Certain matters discussed in this press release contain forward-looking statements that involve significant risks and uncertainties, including statements regarding Vermillion's plans, objectives, expectations and intentions. These forward-looking statements are based on Vermillion's current expectations. The Private Securities Litigation Reform Act of 1995 provides a "safe harbor" for such forward-looking statements. In order to comply with the terms of the safe harbor, Vermillion notes that a variety of factors could cause actual results and experience to differ materially from the anticipated results or other expectations expressed in such forward-looking statements.

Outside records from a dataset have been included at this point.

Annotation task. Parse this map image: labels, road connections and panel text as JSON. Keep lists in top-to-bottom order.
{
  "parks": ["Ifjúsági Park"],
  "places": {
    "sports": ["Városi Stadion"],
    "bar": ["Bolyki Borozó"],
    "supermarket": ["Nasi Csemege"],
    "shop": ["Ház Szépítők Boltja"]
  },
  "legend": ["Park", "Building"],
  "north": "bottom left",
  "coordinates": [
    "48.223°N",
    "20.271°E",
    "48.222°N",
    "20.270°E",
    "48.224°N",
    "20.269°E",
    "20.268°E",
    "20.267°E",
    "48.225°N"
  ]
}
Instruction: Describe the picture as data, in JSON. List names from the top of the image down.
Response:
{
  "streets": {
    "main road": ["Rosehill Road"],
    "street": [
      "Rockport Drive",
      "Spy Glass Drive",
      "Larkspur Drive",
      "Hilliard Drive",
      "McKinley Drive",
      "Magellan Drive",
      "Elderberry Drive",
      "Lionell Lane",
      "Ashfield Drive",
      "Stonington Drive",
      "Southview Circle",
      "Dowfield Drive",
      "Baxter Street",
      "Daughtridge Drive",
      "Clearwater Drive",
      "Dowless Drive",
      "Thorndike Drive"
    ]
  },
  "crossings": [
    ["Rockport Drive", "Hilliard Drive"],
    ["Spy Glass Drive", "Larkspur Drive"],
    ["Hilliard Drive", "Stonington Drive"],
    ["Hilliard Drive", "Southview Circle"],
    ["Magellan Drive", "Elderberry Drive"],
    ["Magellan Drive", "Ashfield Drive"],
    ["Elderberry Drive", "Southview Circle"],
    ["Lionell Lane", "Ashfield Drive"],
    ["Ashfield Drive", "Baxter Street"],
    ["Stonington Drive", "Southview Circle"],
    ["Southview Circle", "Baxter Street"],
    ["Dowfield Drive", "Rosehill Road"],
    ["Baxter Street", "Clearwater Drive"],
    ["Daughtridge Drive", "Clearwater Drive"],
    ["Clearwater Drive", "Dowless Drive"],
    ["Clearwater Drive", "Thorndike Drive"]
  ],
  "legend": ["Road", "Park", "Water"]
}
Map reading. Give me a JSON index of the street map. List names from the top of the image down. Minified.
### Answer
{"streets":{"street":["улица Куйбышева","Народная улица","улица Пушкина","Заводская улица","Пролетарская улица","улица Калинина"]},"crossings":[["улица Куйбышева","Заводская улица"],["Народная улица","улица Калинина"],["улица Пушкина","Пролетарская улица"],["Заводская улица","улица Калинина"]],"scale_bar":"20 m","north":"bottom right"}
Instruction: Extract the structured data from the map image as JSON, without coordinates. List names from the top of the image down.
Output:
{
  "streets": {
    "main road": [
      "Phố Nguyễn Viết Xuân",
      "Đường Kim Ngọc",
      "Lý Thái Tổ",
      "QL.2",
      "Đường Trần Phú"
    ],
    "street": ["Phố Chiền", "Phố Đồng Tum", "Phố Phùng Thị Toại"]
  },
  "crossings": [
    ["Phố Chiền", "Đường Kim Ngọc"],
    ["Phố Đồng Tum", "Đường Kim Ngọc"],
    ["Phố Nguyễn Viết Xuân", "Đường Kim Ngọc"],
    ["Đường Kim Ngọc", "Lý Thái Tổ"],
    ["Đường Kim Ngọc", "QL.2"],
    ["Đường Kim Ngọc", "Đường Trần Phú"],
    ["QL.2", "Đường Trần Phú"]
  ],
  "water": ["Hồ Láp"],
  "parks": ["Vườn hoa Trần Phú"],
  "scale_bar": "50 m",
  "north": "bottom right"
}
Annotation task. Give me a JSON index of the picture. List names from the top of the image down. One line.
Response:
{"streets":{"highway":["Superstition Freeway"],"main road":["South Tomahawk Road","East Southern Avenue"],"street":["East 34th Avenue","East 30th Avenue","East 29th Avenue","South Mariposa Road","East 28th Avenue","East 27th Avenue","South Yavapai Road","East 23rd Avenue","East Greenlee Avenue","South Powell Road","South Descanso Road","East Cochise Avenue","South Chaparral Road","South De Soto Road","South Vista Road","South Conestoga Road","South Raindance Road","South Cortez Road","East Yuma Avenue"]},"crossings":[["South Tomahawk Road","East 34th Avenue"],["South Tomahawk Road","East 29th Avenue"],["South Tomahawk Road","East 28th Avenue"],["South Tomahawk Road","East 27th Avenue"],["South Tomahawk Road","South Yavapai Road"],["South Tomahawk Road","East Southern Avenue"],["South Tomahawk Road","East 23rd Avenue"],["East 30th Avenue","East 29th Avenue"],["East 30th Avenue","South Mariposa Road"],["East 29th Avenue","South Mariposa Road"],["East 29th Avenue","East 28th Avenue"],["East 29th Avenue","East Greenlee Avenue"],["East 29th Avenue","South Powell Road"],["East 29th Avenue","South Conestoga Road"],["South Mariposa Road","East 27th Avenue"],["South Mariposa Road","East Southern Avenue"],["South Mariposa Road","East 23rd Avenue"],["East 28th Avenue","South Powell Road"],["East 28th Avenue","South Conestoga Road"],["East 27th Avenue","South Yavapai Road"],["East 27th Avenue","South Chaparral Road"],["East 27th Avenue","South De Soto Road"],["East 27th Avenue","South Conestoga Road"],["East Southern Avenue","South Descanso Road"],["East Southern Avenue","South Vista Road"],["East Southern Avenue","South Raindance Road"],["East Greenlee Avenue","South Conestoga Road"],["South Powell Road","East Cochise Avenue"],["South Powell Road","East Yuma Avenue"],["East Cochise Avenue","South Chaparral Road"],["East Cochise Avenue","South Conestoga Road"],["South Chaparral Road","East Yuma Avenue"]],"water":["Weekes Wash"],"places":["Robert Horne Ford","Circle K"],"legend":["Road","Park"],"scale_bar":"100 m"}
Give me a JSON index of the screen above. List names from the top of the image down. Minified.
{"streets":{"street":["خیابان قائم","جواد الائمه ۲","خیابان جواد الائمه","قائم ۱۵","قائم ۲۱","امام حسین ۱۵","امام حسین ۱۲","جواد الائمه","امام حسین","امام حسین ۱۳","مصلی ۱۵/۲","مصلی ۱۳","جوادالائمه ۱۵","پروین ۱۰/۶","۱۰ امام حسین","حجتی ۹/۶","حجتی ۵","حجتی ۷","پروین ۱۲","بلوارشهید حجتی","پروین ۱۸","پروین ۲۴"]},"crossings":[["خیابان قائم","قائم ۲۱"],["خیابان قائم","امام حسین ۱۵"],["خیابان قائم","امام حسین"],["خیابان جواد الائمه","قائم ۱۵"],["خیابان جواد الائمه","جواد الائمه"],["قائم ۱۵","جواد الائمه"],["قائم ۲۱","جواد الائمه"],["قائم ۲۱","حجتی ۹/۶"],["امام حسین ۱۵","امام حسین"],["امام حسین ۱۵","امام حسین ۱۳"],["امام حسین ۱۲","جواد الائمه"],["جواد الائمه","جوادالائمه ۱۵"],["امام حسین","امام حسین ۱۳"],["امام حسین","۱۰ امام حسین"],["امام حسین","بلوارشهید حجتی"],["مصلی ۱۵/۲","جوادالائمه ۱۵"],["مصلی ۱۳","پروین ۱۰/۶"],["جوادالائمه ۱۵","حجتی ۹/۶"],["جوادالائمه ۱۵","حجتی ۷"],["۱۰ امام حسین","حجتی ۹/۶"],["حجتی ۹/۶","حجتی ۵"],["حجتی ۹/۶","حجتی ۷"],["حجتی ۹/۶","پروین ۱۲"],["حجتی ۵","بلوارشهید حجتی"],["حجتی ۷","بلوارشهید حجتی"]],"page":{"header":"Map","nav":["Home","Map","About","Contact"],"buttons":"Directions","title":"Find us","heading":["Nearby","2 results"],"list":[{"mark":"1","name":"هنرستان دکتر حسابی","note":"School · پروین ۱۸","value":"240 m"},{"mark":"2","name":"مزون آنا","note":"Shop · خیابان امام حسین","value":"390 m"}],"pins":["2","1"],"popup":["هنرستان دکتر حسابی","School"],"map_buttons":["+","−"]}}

Factors that could cause actual results to materially differ include but are not limited to: (1) uncertainty as to Vermillion's ability to protect and promote its proprietary technology; (2) Vermillion's lack of a lengthy track record successfully developing and commercializing diagnostic products; (3) uncertainty as to whether Vermillion will be able to obtain any required regulatory approval of its future diagnostic products; (4) uncertainty of the size of market for its existing diagnostic tests or future diagnostic products, including the risk that its products will not be competitive with products offered by other companies, or that users will not be entitled to receive adequate reimbursement for its products from third party payors such as private insurance companies and government insurance plans; (5) uncertainty that Vermillion will successfully license or otherwise successfully partner with third parties to commercialize its future products; (6) uncertainty whether the trading in Vermillion's stock will become significantly less liquid; and (7) other factors that might be described from time to time in Vermillion's filings with the Securities and Exchange Commission. All information in this press release is as of the date of this report, and Vermillion expressly disclaims any obligation or undertaking to release publicly any updates or revisions to any such statements to reflect any change in Vermillion's expectations or any change in events, conditions or circumstances on which any such statement is based, unless required by law.